*** RECORDS SUPPLIED Section Begins ***
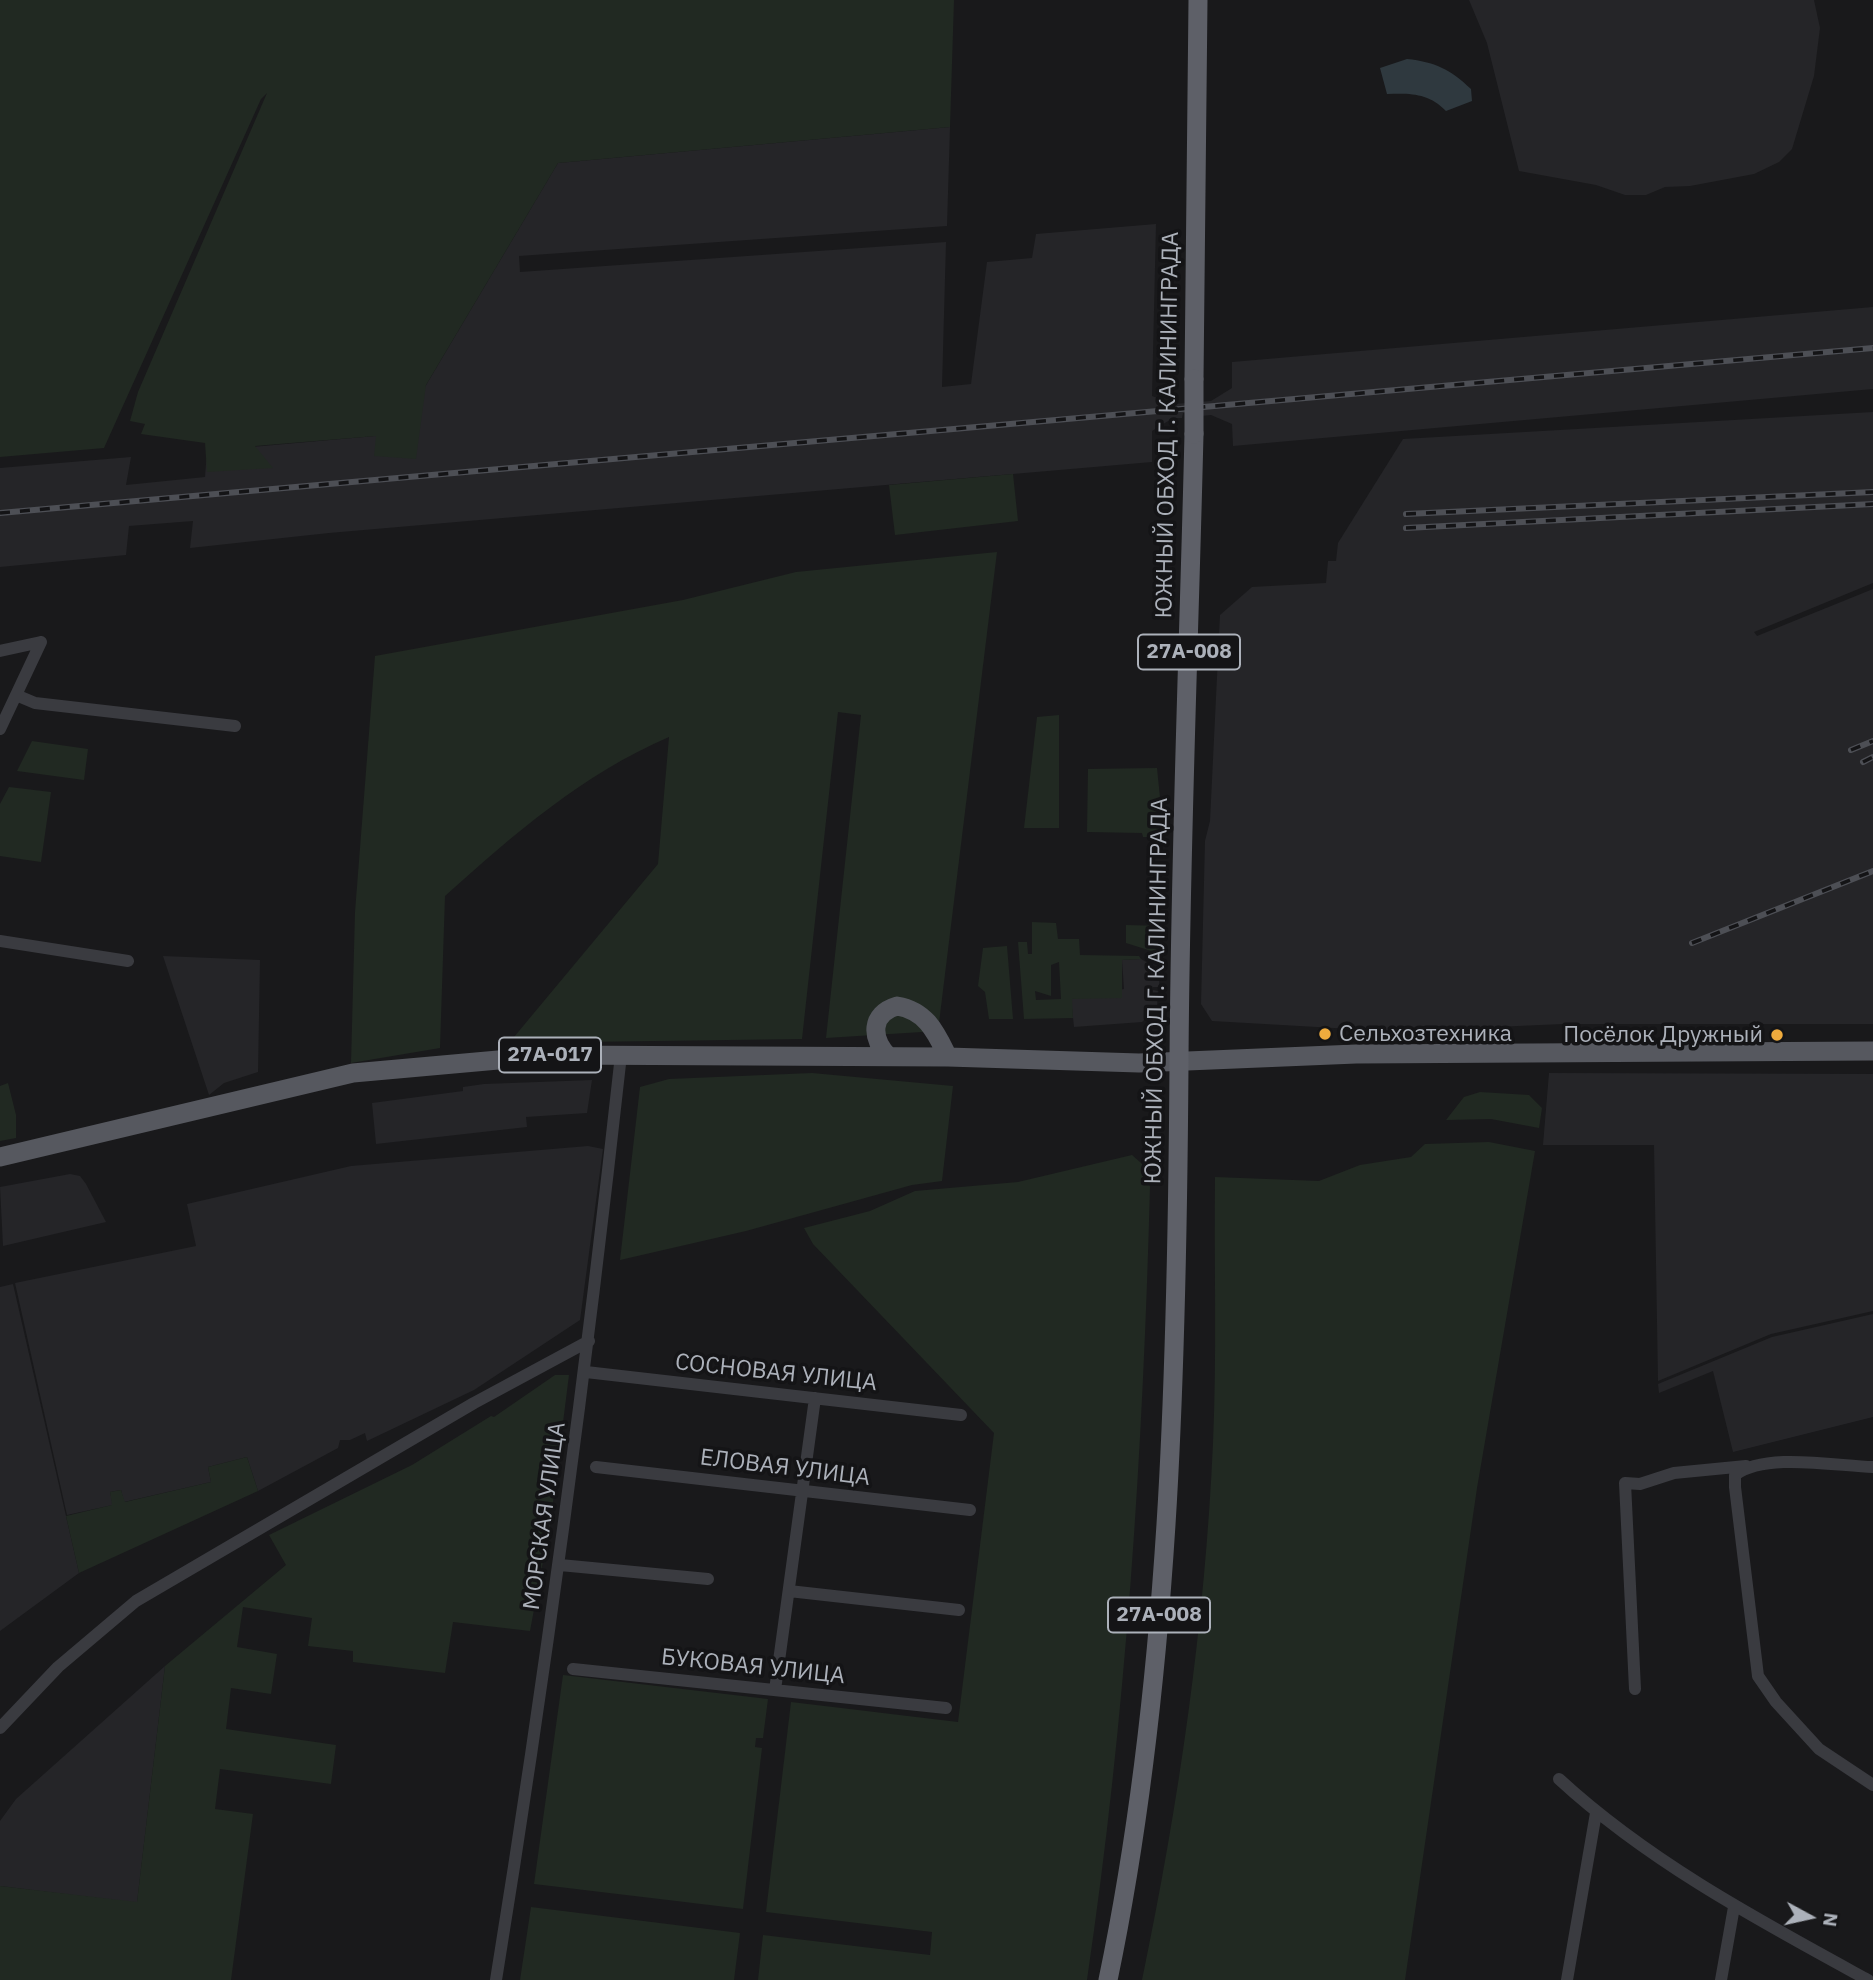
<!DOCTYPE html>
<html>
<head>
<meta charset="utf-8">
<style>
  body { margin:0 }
  #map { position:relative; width:1873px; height:1980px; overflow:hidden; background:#19191b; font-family:"IBM Plex Sans",sans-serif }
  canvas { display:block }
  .north { position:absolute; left:1775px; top:1882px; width:70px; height:70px; -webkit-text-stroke:5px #141416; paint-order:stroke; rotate:98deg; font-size:19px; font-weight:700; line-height:28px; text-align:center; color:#acb1ba }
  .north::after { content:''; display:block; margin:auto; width:24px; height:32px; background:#acb1ba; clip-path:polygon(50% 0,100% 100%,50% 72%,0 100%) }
</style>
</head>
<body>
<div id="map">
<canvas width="1873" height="1980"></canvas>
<div class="north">N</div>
</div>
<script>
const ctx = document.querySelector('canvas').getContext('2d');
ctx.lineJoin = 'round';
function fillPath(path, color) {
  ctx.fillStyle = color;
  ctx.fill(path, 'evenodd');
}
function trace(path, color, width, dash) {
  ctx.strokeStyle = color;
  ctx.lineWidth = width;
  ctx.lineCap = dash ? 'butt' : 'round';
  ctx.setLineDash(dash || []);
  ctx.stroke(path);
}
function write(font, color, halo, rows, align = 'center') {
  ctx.font = font + ' "IBM Plex Sans",sans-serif';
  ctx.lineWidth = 7;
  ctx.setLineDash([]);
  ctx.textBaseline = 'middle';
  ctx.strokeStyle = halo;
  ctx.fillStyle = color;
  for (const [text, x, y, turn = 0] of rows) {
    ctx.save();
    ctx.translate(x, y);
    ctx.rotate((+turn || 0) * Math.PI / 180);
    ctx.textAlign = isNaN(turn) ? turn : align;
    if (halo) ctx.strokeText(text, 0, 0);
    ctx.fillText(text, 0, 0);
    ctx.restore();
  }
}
fillPath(new Path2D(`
  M1469,0H1814L1820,28L1814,76L1792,149L1779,162L1754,174L1690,186L1665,187L1646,195H1625L1596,185L1519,171L1487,43Z
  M950,127L947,226L519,256L520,272L946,242L942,387L971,384L987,262L1032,258L1036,234L1156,224L1152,396L1174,404L1211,401L1232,388V362L1873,307V389L1233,446L1232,424L1211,415L1201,416V412L1183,413L1182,418H1173L1152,431V462L329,533L190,548L193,521L129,526L126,555L0,567V468L131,457L126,485L205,477L207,451L397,434L558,163Z
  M1873,412V583L1754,632L1757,636L1873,589V1024H1563L1495,1027L1474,1036L1212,1021L1201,1004L1205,841L1210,821L1220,615L1252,587L1326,583L1328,561H1336L1338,543L1403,439Z
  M163,956L260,960L258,1072L224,1083L209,1095Z
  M1141,959L1160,970L1159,987H1153V990L1158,991L1157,1007L1142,1022L1074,1027L1071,999L1124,989L1122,960Z
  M1549,1073L1873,1074V1311L1771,1334L1658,1381L1654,1145H1543Z
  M592,1080L587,1113L526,1117L527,1127L376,1144L372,1103L463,1091V1087L484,1084Z
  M588,1146L603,1149L580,1320L474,1390L367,1441L365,1433L350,1440H340L338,1448L258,1491L247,1457L208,1467L211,1482L124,1502L121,1490L110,1492L113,1505L67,1515L15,1283L196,1246L187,1204L351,1166Z
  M70,1174L80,1176L86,1184L106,1222L3,1246L0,1187Z
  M13,1284L79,1573L0,1631V1287Z
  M1873,1314V1417L1733,1452L1713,1371L1659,1393L1658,1384L1772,1337Z
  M165,1666L137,1903L0,1886V1821L16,1799Z`), '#252528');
fillPath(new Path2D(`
  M0,0H954L950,127L558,163L426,385L416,459L374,456L376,436L255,446L273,468L207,472L205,443L141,434L145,424L130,421L138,392L267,93L261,99L104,448L0,457Z
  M1013,474L1018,521L895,535L889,485Z
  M997,552L938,1031L826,1038L861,715L838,712L802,1039L509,1043L658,864L669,737C583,774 514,834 445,896L440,1048L351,1063L355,912L375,656L683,600L796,572Z
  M1059,715V828H1024L1037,717Z
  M32,741L88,749L84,780L17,771Z
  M1157,768L1164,837H1143L1142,833L1087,832L1088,769Z
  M9,787L51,792L41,862L0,856V804Z
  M1032,922L1056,923L1058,939H1079L1080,955L1139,956L1141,959L1122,960V998L1072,999L1073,1018L1024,1019L1018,942H1027L1028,954H1032ZM1059,962L1061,999L1036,1000L1035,991L1051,996V965Z
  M1126,925L1163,926L1161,954L1126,943Z
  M1007,946L1013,1019H989L985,992L978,986L983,948Z
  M812,1073L953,1086L942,1181L912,1185L746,1231L620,1260L640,1087L669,1079Z
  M8,1083L16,1115V1138L0,1141V1086Z
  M1480,1092L1529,1095L1542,1108L1539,1128L1491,1119L1446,1120L1464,1097Z
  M1489,1142L1535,1151L1477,1488L1405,1980H1142C1179,1803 1205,1623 1213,1443C1217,1354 1214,1266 1215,1177L1319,1181L1360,1165L1411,1157L1425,1144Z
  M1132,1155L1149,1170L1150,1187C1143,1451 1126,1718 1087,1980H758L763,1935L930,1955L932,1932L766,1912L791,1702L958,1722L994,1433L813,1244L804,1228L870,1211L915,1191L1018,1182Z
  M555,1375H569L551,1518L530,1631L453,1622L445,1673L353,1662V1651L308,1646L312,1618L243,1607L237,1647L277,1654L271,1694L231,1688L226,1729L336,1745L331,1784L220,1769L215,1809L253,1814L231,1980H0V1886L137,1902L165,1666L286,1565L269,1535L412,1465L491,1416L494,1417Z
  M247,1457L258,1491L79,1573L66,1516L112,1505L110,1492L121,1490L125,1502L211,1482L208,1467Z
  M563,1675L768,1699L763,1738H756L755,1747L762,1748L743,1909L534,1884Z
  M531,1907L740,1933L734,1980H520Z`), '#212922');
fillPath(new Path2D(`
  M1407,59C1435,62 1450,69 1471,89L1472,101L1446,111C1429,93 1410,93 1387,94L1380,68Z`), '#2f393f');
trace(new Path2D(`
  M0,651L41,642
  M16,695L35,703L235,726
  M0,729L41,642
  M0,941L128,961
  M586,1372L961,1415
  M596,1467L970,1510
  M1873,1467C1836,1466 1765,1452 1735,1475V1487L1758,1676L1776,1702L1819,1749L1873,1785
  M560,1565L708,1579
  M789,1591L959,1610
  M573,1669L946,1708
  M1635,1689L1625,1483L1640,1484L1674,1473L1746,1466
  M775,1690L815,1398
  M0,1728L58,1667L136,1601L474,1403L589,1341
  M1559,1779C1649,1862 1760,1921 1868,1980
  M496,1980C546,1672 587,1365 621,1055
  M1567,1980L1596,1813
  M1721,1980L1734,1907`), '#3a3b40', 12);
trace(new Path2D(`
  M888,1056C871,1038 870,1014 897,1006C927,1011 936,1033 948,1057
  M0,1157L353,1073L554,1055L948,1057L1139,1063L1356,1054L1873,1051`), '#56585f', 19);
trace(new Path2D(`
  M1194,379L1198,0
  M1108,1980C1170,1683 1177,1367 1179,1065C1180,855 1189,644 1194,434`), '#5e6068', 19);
const rail = new Path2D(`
  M0,513L1873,348
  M1406,514L1873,492
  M1406,528L1873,504
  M1851,750L1873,741
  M1863,762L1873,757
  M1692,943L1873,871`);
trace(rail, '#4d4f55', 6);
trace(rail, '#141416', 3.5, [10]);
trace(new Path2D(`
  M1194,434V379`), '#5e6068', 19);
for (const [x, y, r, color] of [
  [1325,1034,7,"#efab3d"],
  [1777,1035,7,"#efab3d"]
]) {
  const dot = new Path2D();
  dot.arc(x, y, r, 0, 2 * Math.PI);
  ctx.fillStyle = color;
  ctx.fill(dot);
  trace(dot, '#141416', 2.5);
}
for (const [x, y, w] of [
  [1189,652,102],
  [550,1055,102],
  [1159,1615,102]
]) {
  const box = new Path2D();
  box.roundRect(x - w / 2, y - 17.5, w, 35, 5);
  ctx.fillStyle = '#141416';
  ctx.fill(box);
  trace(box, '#acb1ba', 2);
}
write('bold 21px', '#acb1ba', null, [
  ["27А-008",1189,652],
  ["27А-017",550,1055],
  ["27А-008",1159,1615]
]);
write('23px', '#acb1ba', '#141416', [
  ["ЮЖНЫЙ ОБХОД Г. КАЛИНИНГРАДА",1168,425,-89],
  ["ЮЖНЫЙ ОБХОД Г. КАЛИНИНГРАДА",1157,991,-89],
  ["СОСНОВАЯ УЛИЦА",776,1373,6],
  ["ЕЛОВАЯ УЛИЦА",785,1468,7],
  ["МОРСКАЯ УЛИЦА",545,1516,-82],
  ["БУКОВАЯ УЛИЦА",753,1667,6]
]);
write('23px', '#acb1ba', '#141416', [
  ["Сельхозтехника",1339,1034],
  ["Посёлок Дружный",1763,1035,"right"]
], 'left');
</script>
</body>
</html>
*** RECORDS SUPPLIED Section Ends ***
PROBLEM TO WORK ON:
Give again, exactly, every line from the one holding "for (const [x, y, w]" to the last line of the data.

FINISHED EXERCISE:
for (const [x, y, w] of [
  [1189,652,102],
  [550,1055,102],
  [1159,1615,102]
]) {
  const box = new Path2D();
  box.roundRect(x - w / 2, y - 17.5, w, 35, 5);
  ctx.fillStyle = '#141416';
  ctx.fill(box);
  trace(box, '#acb1ba', 2);
}
write('bold 21px', '#acb1ba', null, [
  ["27А-008",1189,652],
  ["27А-017",550,1055],
  ["27А-008",1159,1615]
]);
write('23px', '#acb1ba', '#141416', [
  ["ЮЖНЫЙ ОБХОД Г. КАЛИНИНГРАДА",1168,425,-89],
  ["ЮЖНЫЙ ОБХОД Г. КАЛИНИНГРАДА",1157,991,-89],
  ["СОСНОВАЯ УЛИЦА",776,1373,6],
  ["ЕЛОВАЯ УЛИЦА",785,1468,7],
  ["МОРСКАЯ УЛИЦА",545,1516,-82],
  ["БУКОВАЯ УЛИЦА",753,1667,6]
]);
write('23px', '#acb1ba', '#141416', [
  ["Сельхозтехника",1339,1034],
  ["Посёлок Дружный",1763,1035,"right"]
], 'left');
</script>
</body>
</html>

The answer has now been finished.